A top tech official at the Pentagon says they want an “all in one” sensor to address defense work.

According to US undersecretary of defense, Heidi Shyu, this sensor is just one of several critical technologies needed.  At last week’s Special Operations Forces Industry Conference, in Florida, Shyu detailed only that this special, singular sensor would be able to listen, jam, communicate and inject without saying much more on the subject.

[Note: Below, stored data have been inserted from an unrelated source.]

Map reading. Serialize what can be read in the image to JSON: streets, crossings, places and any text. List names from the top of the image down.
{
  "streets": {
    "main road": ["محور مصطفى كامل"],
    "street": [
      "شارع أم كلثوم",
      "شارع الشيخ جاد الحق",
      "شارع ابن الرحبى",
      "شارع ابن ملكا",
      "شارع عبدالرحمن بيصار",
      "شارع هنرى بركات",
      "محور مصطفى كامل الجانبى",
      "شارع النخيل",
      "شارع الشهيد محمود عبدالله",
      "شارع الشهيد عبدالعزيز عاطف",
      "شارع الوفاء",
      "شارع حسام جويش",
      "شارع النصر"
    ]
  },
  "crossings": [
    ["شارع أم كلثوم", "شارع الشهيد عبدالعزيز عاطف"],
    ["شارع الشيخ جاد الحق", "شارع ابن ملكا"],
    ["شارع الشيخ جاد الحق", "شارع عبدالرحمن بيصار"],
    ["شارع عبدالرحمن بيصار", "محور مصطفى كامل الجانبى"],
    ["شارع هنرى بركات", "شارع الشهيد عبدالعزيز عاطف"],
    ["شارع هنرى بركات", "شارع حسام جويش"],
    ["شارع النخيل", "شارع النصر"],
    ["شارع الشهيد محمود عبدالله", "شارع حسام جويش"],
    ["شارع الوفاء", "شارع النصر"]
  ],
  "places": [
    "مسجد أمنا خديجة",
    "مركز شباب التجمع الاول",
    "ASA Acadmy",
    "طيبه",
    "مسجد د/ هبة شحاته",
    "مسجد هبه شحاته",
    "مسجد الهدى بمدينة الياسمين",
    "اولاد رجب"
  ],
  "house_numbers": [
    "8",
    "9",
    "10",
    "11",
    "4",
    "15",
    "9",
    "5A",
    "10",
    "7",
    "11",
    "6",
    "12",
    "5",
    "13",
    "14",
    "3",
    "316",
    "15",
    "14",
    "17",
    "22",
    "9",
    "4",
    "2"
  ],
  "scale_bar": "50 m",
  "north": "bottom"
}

With that said, there may be some funding available to get this project rolling.  Shyu’s office requested $377 million in the next defense budget across the next five years to build momentum in experimentation projects.  This is important because while this initiative sits in the purgatory of the congressional budget cycle, they can only rely on what remains from last year’s funding to go towards new technology.

Fortunately, Shyu adds, the Pentagon also received $100 million to be specifically dedicated to “accelerated procurement and fielding” which could innovate technology made by small businesses.  This objective would help smaller companies transition from the research phase II to phase III levels within the overall government research process.

In addition to this, Shyu is also hoping to receive funding from another operating initiative.  There is currently a budget proposal to apply $52 billion for a microelectronics “foundry” in the US.

Apparently, the aftermath of the larger COVID-19 pandemic has brought to light that most of the microprocessors that we find in modern technology is manufactured in Taiwan.  Supply chain issues that arose during and after the pandemic would make it more difficult to distribute this technology to the larger manufacturers who need it: not just computers and phones but also pickup trucks and even advanced satellite systems.

Obviously, an onshore (US) foundry dedicated to manufacturing microelectrics would simply provide another source for this necessary technology.  In addition, this type of installation would also improve university research efforts and small business experimentation.